Questo romanzo, In un chiaro, gelido mattino di gennaio all’inizio del ventunesimo secolo, freddo, sicuro, brillante e allusivo, fa vedere la propria raffinata forza.

Roland Schimmelpfennig è il drammaturgo tedesco contemporaneo di maggior successo e ha già avuto modo di farsi ammirare dal pubblico teatrale britannico attraverso diverse produzioni incluso, agli inizi del 2017, il suo brechtiano Winter Solstice.

La sua opera è intelligente e profonda, modellata dalla sua ricettività per il modo in cui le persone pensano e come interagiscono nei rapporti.

Nella sua visuale e cinematografica opera prima usa con grande ispirazione il più audace e ambivalente dei motivi letterari: il lupo. Eppure non si tratta di una favola, il suo lupo è l’emarginato per antonomasia, un osservatore estraneo, niente di più.

Vengono riportati diversi avvistamenti. La scaltra fidanzata di Tomasz rivende a un giornale la foto scattata per caso al lupo, e i berlinesi cominciano a condividerla in preda a un’euforia collettiva. Tutti vogliono vedere l’animale, che ha connotati tanto reali quanto mitologici, ed è latore di echi di storie infantili e di fantasie di sfida.

Charly, il proprietario di un negozio che sta perdendo il contatto con la realtà, sogna di ucciderlo. Man mano che la neve s’impone diventa sempre più facile rintracciare il lupo e condividere la magia – o perlomeno, è la speranza dei partecipanti, amareggiati dalla vita. Berlino rappresenta un palcoscenico ideale per una narrazione coraggiosa, e con molte meno cesure, come quella di America oggi di Robert Altman – ispirato dai racconti di Raymond Carver.

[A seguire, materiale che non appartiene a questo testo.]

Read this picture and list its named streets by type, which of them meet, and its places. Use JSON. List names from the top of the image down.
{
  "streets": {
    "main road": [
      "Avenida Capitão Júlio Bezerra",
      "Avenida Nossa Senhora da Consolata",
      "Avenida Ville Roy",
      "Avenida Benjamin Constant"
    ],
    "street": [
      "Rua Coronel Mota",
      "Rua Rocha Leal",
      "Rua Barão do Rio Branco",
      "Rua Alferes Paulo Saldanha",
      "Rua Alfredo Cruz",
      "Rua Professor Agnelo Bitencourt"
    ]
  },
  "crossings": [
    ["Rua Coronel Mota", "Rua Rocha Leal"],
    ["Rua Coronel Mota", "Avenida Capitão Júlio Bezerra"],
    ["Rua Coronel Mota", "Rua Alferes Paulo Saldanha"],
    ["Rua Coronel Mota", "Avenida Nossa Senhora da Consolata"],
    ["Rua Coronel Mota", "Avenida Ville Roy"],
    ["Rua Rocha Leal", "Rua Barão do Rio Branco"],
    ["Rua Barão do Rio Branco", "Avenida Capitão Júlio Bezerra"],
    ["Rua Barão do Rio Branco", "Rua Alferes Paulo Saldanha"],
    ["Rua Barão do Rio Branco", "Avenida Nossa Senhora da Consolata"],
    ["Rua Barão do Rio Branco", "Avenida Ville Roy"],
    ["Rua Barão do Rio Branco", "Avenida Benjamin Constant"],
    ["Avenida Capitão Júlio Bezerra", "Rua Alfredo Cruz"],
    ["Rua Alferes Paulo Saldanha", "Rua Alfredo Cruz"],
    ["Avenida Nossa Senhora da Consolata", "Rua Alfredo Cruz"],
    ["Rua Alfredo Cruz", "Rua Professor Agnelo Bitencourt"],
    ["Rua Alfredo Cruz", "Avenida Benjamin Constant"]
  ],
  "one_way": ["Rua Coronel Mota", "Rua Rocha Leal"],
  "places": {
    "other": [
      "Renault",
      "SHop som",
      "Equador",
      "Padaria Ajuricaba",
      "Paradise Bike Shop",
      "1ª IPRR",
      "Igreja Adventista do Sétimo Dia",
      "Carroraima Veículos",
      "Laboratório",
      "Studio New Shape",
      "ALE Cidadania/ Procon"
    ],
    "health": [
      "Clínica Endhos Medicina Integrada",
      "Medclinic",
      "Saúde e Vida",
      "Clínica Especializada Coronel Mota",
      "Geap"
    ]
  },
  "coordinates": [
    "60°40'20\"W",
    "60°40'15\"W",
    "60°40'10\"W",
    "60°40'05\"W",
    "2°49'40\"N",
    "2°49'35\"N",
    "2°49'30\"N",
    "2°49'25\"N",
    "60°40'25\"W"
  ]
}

Il tedesco diretto e senza fronzoli di Schimmelpfennig è esatto ed efficace. Il traduttore Jamie Bulloch fa emergere la precisione dello stile drammaturgico e la maestria dietro gli scambi di battute brevi.

Mentre il racconto procede e il lupo continua a essere intravisto, cominciano a essere avvistati anche due adolescenti in fuga, Elisabeth e Micha, diretti a Berlino. Subito dopo l’ultimo pestaggio, Elizabeth decide di scappare dalla madre, violenta e infelice, il cui matrimonio si è distrutto, e, con quello, la sua carriera da artista. Il viaggio degli adolescenti in qualche modo ricorda Hansel e Gretel in chiave moderna.

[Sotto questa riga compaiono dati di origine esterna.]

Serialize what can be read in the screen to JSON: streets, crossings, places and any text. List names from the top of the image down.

Una sottotrama inquietante riguarda la morte di un cacciatore in mezzo alla neve. A questo si aggiunge il tentativo di tornare dalla famiglia da parte del padre del ragazzo, Micha, un ubriacone senza speranza che segue i due adolescenti fino a Berlino dove, in scene commoventi, riallaccia i rapporti col fratello leggermente meno sbandato. Micha si imbatte nel padre e lo evita prima di provare ad aiutarlo. Le coincidenze casuali, compresi i vari passaggi di mano di un fucile, si moltiplicano pur rimanendo convincenti.

In una delle molte parti strazianti, la madre di Elizabeth guida fino a Berlino e informa il suo ex marito della scomparsa della figlia. Felicemente risposato, si rifiuta di parlarle. Prima che lui parta in macchina alla ricerca di Elizabeth, la madre, avendola cresciuta da sola, replica piccata: «Ma se non sai nemmeno che aspetto ha».

Un vivace complesso di personaggi sfumati emerge nel momento in cui le loro vite quotidiane convergono in una narrazione sapientemente stratificata e interconnessa.

Tomasz, il taciturno polacco, parla poco, tuttavia ha una profonda sensibilità e si aggrappa alla sua traballante relazione con l’astuta Agnieszka la quale, a differenza di lui, parla tedesco fluentemente e ha avuto un’avventura dolorosa. Ci sono dei riferimenti al Muro, non in un contesto politico, quanto piuttosto nell’azione dirompente che ha avuto nella vita delle persone di mezza età e sulle loro giovinezze, un tempo piene di speranza.

Il tono è privo di sentimentalismo eppure ricco di empatia. Nessuno sa cosa è accaduto al lupo; Schimmelpfennig raramente dice troppo in questo caleidoscopico racconto morale di grande intelligenza che lascia intendere più di quanto non espliciti.